╭─ EXERCISE DATA
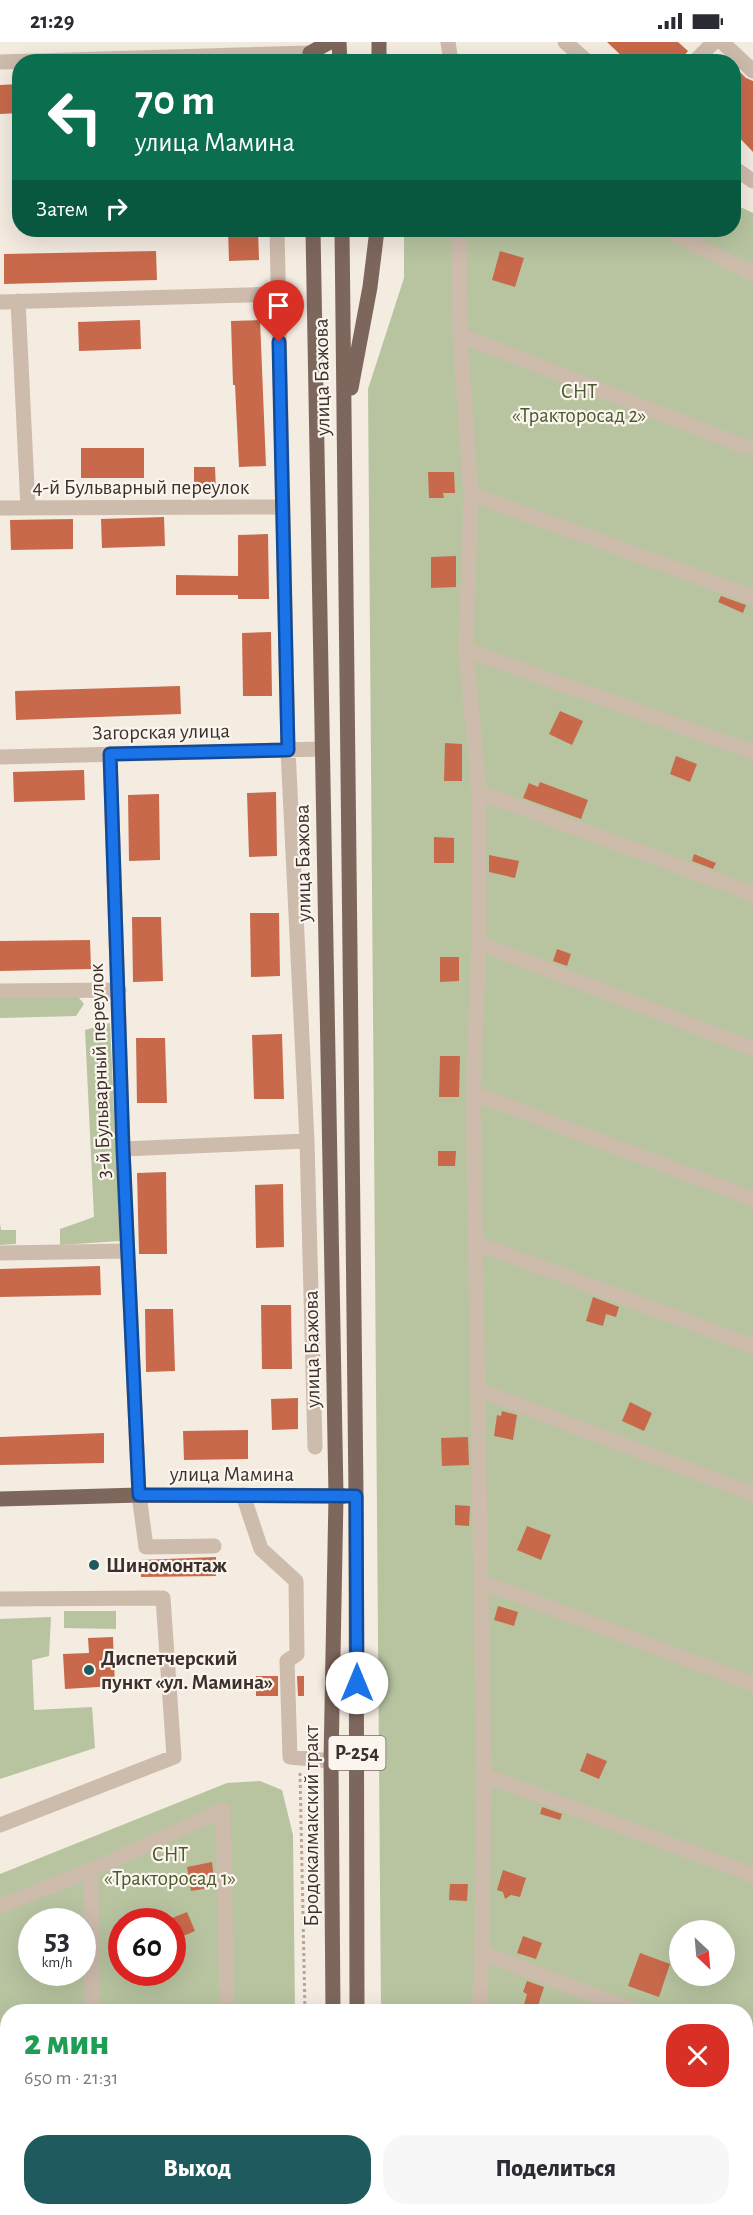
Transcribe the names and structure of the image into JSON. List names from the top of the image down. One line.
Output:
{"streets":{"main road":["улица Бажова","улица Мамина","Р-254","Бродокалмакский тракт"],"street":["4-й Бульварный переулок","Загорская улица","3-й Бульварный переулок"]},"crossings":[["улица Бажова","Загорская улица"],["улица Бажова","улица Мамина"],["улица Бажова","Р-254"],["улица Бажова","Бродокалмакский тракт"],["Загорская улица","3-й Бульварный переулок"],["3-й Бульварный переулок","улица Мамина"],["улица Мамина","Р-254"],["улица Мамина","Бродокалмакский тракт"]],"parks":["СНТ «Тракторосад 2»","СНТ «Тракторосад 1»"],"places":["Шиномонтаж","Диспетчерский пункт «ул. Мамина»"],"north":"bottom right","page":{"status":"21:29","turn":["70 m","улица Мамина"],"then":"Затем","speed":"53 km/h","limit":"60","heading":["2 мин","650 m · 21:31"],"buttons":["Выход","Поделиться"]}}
╰─
Retype the whole listing word for word. Skip the pictures.

Transcribe the names and structure of the image into JSON. List names from the top of the image down. One line.
Output:
{"streets":{"main road":["улица Бажова","улица Мамина","Р-254","Бродокалмакский тракт"],"street":["4-й Бульварный переулок","Загорская улица","3-й Бульварный переулок"]},"crossings":[["улица Бажова","Загорская улица"],["улица Бажова","улица Мамина"],["улица Бажова","Р-254"],["улица Бажова","Бродокалмакский тракт"],["Загорская улица","3-й Бульварный переулок"],["3-й Бульварный переулок","улица Мамина"],["улица Мамина","Р-254"],["улица Мамина","Бродокалмакский тракт"]],"parks":["СНТ «Тракторосад 2»","СНТ «Тракторосад 1»"],"places":["Шиномонтаж","Диспетчерский пункт «ул. Мамина»"],"north":"bottom right","page":{"status":"21:29","turn":["70 m","улица Мамина"],"then":"Затем","speed":"53 km/h","limit":"60","heading":["2 мин","650 m · 21:31"],"buttons":["Выход","Поделиться"]}}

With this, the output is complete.